Solar trackers, devices that rotate solar panels or thermal collectors to follow the sun across the sky, are getting renewed interest from global solar firms. The obvious reason being a significant improvement in power output. Solar tracker manufacturers boast a 30-40% increase in electricity production compared to fixed models.
Considering only such significant production increases, it is hard to fathom why the majority of today’s solar arrays — both residential and commercial — do not utilize tracking technology. That answer lies in economic controversy. The issue lies in increased production versus cost of implementation. In other words, if the cost of installing and maintaining the tracker (which usually introduces moving parts into the solar equation) outstrips the value of the increased energy output, then economically it is a losing cause.
That appears to be changing these days, at least on the industrial and commercial levels, as new tracker technology advances. Residential applications are still barred by cost and the usual location of the systems — on rooftops — which often minimizes the effectiveness of a tracking system. Solar tracking systems for all markets are best suited for ground mount systems.
There are two types of active, or driven, solar trackers; as well as one passive breed.
Active solar trackers are single-axis or dual-axis models. Single-axis are designed to move azimuthally (horizontally) from east to west over the course of the day and then reset in time for morning. Dual-axis trackers rotate both horizontally and vertically to adjust for both the sun’s movement across the sky and its height as seasons change.
Active trackers use gear trains, motors, or hydraulics to run the trackers. Passive solar trackers, while serving the same essential function, use a compressed fluid with a low boiling point to move the system. Passive systems avoid much of the potential maintenance requirements and energy usage inherent to motorized trackers but are less accurate at tracking the sun.

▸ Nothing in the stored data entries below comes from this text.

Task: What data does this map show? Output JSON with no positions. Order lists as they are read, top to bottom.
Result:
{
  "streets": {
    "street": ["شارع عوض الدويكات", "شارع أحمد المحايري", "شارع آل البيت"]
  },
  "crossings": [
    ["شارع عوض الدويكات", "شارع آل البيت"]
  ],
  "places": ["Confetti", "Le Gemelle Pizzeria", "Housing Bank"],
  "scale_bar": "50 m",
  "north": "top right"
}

The percentages (of increased output) vary by the latitude of a given array, but the average increase in production induced by a single-axis between 27-32% compared to fixed panels while a dual-axis system can increase that to 35-40%. Percentages such as these are a big reason why solar trackers are catching on so fast in the commercial sector, where economies of scale help stem costs while increasing return on investment.
According to Renewable Energy World, the solar tracker segment of the global solar industry is poised to take off. In fact the signs are already there, especially in places like Spain, and greater Europe as well, which has enjoyed a major boom in large-scale solar production over the last few years thanks to aggressive government incentives for concentrated solar power.

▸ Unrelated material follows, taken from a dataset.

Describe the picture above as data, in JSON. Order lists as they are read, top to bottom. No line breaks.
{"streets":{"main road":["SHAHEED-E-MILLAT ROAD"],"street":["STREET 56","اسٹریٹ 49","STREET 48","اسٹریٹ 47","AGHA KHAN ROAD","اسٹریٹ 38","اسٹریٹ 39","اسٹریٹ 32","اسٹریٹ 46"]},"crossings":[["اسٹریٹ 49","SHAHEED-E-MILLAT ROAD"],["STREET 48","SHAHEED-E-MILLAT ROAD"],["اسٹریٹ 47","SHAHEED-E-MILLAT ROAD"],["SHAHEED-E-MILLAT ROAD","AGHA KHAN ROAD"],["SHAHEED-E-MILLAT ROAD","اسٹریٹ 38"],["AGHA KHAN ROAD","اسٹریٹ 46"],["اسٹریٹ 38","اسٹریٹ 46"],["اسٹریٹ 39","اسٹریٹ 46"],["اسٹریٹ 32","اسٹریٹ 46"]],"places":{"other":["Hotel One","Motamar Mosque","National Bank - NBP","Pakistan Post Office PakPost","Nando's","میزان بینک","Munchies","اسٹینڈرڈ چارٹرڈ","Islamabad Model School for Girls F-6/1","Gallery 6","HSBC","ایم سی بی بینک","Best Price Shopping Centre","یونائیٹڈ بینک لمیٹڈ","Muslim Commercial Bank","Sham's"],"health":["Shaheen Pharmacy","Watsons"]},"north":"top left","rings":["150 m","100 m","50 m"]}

Indeed it is the need for maximum precision in concentrated solar power (CSP) plants that is driving the emerging tracker market at this time. With much of the global attention and production in Europe, SunPower is making the biggest impact in the United States. Based in California, SunPower is one of the world’s largest single-axis solar tracker manufacturers. And they’ve enjoyed some very significant deal-signings in the first half of 2009.
Among these are several individual deals with FPL Group in Florida, one of the nation’s largest renewable energy developing utilities. Those deals include both a supply agreement for SunPower Trackers over the next few years and several PV power plants using SunPower trackers and modules.
Meanwhile in Chicago, SunPower is part of a joint project to develop the nation’s largest urban solar tracking PV plant on a brownfield on Chicago’s South Side; a plant that will eventually comprise 32,800 solar modules. Other SunPower solar tracking projects include a plant in Australia and their sizable agreement with Nellis Air Force Base in Nevada.
Tracks of Land
If there is a downside to utility-scale solar tracking power plants it is land-use. Because the modules are tracking (and often one commercial solar tracker will house dozens of solar modules), they must be prevented from shading one another as they navigate the sun’s path across the sky. This means that panels must be spaced farther apart, thus wasting space and increasing land costs for the developer.
Again, everything comes down to cost versus revenue. If the increased revenue from more production can outweigh the higher cost of more land or the hit taken by less energy-making modules, then most companies will gladly invest in the trackers. And based on recent activity within the solar tracker market, I’d say that for many solar firms — who are backed by government incentives as well as capital — the financial numbers are truly on track.